Exercise brief:
Write out the listing below exactly, beginning at its first line and ending with the line that contains "0 #a3a3a3) drop-shadow(-2px".

Task data:
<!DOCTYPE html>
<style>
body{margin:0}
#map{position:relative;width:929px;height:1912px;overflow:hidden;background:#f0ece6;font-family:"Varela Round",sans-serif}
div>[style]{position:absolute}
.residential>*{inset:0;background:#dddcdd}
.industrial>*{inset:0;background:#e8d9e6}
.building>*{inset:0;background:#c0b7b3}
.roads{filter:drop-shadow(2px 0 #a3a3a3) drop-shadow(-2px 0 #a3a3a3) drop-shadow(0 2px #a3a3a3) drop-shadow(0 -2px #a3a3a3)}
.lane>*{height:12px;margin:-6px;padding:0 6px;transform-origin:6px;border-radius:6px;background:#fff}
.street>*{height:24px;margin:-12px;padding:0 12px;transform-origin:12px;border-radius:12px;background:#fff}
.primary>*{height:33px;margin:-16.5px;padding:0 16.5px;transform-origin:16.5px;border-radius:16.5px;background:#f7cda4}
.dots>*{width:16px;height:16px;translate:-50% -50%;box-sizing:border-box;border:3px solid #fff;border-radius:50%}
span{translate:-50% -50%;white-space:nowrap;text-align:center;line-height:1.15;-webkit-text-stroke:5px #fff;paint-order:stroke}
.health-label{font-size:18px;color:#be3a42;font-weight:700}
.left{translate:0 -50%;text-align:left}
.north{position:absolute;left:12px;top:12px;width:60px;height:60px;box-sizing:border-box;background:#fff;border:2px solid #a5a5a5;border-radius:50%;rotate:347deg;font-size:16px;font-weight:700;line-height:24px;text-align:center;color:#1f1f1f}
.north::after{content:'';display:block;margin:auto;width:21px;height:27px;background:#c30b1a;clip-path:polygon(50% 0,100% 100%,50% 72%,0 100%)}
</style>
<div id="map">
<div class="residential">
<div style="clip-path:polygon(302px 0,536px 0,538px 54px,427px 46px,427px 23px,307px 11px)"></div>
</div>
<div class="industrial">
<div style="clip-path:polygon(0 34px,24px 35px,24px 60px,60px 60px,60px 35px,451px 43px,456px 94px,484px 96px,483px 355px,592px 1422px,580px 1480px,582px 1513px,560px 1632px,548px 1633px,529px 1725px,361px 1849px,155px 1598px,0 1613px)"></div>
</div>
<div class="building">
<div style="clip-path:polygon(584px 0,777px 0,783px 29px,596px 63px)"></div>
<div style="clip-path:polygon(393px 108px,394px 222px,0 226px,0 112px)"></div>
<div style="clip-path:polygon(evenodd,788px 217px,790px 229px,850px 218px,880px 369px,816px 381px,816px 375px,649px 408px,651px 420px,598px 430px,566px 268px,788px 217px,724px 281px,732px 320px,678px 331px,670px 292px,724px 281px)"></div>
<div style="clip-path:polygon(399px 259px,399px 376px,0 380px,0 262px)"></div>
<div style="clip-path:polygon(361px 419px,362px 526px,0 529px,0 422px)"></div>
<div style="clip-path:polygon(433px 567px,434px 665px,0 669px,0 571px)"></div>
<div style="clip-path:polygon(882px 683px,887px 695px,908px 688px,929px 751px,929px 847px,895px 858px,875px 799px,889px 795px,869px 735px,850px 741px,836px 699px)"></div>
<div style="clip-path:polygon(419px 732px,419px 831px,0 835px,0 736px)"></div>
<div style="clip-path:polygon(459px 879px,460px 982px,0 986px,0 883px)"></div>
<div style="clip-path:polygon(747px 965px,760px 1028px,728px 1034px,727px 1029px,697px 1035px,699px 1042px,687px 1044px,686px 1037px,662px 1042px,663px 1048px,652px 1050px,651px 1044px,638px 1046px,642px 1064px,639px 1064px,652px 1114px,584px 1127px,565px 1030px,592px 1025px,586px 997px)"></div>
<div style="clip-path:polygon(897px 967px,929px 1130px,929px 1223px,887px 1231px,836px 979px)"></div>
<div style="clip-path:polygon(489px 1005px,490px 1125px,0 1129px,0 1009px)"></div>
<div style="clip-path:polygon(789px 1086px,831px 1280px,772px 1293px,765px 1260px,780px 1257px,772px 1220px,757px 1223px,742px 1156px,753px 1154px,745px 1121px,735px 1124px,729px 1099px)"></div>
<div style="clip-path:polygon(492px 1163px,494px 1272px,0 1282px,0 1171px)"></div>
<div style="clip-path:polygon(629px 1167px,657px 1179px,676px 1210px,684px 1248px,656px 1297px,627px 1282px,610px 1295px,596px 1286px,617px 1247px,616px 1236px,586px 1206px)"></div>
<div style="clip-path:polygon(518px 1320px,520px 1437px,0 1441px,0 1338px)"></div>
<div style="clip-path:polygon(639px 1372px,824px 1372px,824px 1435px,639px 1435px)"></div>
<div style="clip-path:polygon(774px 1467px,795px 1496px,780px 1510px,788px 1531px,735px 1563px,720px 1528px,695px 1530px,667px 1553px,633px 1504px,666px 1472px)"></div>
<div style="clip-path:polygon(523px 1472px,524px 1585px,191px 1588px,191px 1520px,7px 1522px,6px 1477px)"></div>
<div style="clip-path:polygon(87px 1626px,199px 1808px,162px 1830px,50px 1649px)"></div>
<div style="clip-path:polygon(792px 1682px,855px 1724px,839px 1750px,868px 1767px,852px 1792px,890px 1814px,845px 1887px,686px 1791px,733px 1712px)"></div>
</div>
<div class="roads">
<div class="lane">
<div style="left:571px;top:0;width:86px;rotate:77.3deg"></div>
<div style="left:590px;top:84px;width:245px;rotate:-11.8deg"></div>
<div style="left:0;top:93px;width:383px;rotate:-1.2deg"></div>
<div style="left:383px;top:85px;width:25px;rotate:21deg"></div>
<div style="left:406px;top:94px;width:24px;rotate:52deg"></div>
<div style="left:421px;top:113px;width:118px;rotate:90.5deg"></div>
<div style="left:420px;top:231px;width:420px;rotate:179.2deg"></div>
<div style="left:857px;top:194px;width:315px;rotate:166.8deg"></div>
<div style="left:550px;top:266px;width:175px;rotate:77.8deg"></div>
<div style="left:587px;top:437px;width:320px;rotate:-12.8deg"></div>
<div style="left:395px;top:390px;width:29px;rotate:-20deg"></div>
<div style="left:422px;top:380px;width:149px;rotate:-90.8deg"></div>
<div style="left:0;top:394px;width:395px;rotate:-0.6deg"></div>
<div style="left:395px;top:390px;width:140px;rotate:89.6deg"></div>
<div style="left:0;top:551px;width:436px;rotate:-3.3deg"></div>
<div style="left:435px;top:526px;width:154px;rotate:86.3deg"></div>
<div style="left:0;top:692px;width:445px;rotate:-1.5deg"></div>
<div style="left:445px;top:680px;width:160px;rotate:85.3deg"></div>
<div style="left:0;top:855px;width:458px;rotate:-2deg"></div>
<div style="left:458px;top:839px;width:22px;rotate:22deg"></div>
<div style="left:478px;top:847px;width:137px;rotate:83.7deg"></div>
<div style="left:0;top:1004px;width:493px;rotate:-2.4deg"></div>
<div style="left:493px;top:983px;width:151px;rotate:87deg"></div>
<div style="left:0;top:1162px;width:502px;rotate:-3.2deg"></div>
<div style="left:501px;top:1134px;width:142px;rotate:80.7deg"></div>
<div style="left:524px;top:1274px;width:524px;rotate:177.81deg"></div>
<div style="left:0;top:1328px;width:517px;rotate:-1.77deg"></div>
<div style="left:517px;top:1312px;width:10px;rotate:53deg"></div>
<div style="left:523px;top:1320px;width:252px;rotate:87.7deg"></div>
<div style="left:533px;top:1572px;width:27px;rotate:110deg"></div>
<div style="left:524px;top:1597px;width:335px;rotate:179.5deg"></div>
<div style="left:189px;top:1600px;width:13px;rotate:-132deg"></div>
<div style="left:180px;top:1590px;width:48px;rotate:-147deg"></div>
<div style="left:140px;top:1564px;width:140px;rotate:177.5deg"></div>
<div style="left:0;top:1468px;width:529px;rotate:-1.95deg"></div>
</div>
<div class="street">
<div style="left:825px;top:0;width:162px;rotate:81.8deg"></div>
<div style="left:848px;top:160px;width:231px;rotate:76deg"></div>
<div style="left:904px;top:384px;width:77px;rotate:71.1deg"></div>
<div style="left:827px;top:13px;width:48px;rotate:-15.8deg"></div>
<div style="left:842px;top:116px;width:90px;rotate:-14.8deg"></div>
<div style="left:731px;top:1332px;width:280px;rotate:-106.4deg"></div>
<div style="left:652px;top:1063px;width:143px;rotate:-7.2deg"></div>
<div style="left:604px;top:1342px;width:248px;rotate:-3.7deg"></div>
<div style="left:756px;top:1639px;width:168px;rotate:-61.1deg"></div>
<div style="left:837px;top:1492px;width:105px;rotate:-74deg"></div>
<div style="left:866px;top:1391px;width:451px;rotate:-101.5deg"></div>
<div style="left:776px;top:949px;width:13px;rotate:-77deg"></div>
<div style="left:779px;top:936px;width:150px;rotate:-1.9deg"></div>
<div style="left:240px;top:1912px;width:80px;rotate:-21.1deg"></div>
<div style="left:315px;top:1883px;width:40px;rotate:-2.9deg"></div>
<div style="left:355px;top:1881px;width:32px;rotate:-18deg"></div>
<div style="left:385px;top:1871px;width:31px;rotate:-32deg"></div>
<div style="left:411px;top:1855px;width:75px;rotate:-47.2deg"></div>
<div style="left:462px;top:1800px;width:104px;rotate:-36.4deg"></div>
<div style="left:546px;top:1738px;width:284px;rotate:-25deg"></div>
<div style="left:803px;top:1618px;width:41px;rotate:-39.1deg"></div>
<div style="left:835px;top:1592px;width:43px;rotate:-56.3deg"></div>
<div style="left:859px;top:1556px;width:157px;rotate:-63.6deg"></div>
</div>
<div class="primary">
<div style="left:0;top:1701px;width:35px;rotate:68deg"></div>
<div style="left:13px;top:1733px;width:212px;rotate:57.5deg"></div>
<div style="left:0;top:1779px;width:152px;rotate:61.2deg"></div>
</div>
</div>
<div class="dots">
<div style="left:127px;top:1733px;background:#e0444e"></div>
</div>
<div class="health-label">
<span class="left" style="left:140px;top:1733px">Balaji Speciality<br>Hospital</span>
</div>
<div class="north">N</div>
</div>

Solution for this task:
<!DOCTYPE html>
<style>
body{margin:0}
#map{position:relative;width:929px;height:1912px;overflow:hidden;background:#f0ece6;font-family:"Varela Round",sans-serif}
div>[style]{position:absolute}
.residential>*{inset:0;background:#dddcdd}
.industrial>*{inset:0;background:#e8d9e6}
.building>*{inset:0;background:#c0b7b3}
.roads{filter:drop-shadow(2px 0 #a3a3a3) drop-shadow(-2px 0 #a3a3a3) drop-shadow(0 2px #a3a3a3) drop-shadow(0 -2px #a3a3a3)}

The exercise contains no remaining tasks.